Ele morreu aos 44 anos, de tuberculose. Não tinha bens materiais.
Vivia com simplicidade. E mostrou coragem diante da morte. “No
último dia de sua vida, estava inteiramente calmo”, escreveu Russell.
Percebe-se aí a grande afinidade de suas ideias com o estoicismo.

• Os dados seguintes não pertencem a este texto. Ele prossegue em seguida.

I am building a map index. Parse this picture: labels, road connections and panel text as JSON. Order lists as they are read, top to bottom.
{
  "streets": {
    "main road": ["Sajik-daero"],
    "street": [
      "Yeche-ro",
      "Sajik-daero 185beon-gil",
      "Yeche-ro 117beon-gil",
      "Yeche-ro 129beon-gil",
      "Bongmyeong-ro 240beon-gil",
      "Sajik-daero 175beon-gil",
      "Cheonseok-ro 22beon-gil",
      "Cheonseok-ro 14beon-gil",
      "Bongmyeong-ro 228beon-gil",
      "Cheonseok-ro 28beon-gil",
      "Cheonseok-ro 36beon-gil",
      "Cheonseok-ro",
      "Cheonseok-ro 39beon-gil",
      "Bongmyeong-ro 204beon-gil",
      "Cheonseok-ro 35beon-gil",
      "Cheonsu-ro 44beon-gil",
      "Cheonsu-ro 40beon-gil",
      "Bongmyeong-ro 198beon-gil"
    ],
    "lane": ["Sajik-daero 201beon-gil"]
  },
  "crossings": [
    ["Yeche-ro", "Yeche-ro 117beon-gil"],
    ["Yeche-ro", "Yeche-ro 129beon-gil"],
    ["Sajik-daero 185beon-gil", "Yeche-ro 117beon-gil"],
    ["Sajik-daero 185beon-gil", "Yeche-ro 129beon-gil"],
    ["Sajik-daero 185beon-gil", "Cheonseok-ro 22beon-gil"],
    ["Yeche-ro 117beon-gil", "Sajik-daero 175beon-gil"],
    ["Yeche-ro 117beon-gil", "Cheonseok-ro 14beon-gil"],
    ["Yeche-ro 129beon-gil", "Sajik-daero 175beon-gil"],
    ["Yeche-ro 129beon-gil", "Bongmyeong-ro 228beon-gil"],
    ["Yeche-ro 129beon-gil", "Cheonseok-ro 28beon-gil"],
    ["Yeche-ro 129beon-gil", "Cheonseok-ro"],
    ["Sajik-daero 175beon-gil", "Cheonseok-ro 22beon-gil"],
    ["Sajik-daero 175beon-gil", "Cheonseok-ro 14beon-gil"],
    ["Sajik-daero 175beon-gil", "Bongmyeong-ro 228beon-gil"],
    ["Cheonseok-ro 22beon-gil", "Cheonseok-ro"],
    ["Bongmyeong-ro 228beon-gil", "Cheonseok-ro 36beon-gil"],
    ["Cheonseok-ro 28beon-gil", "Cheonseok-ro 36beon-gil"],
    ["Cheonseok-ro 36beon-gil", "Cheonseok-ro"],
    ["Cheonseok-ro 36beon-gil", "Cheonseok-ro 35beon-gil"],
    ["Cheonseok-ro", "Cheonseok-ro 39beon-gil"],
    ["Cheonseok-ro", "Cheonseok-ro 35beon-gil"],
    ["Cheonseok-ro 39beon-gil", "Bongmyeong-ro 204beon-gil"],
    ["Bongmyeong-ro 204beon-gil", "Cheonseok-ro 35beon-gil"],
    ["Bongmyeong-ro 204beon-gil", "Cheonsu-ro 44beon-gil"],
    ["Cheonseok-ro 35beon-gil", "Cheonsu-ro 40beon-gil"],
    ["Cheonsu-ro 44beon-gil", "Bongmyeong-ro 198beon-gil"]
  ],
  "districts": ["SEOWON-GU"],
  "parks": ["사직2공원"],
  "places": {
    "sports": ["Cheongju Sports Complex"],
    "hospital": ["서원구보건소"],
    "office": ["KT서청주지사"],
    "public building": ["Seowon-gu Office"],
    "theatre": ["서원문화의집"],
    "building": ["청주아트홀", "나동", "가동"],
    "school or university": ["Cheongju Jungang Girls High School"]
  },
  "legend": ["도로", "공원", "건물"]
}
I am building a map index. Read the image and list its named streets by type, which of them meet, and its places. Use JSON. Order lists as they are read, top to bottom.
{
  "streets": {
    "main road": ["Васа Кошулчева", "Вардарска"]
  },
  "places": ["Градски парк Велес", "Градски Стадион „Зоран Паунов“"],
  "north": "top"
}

Controle as paixões e você terá uma vida serena. Você nem subirá
aos céus nos momentos bons e nem descerá aos infernos nos
momentos ruins. Quem se deixa levar para euforia desvairada no
triunfo está condenado ao abismo na derrota.
Prestemos atenção nisso. Essa é a mensagem.
“O homem sábio dificilmente é perturbado em seu espírito”, disse
Spinoza no último parágrafo de sua obra magna, Ética, publicada
postumamente. “Embora o caminho que apontei para a sabedoria
possa parecer excessivamente difícil, pode ser encontrado. É mesmo
árduo. Raramente é achado. Tem que ser assim. Todas as coisas
excelentes são tão difíceis como raras”.
A obra e a vida de Spinoza são um estímulo indelével à perseverança,
ao esforço tenaz e continuado para ver as coisas menos
apaixonadamente. Só assim se pode nem rir e nem chorar diante da
miséria humana, mas apenas entender.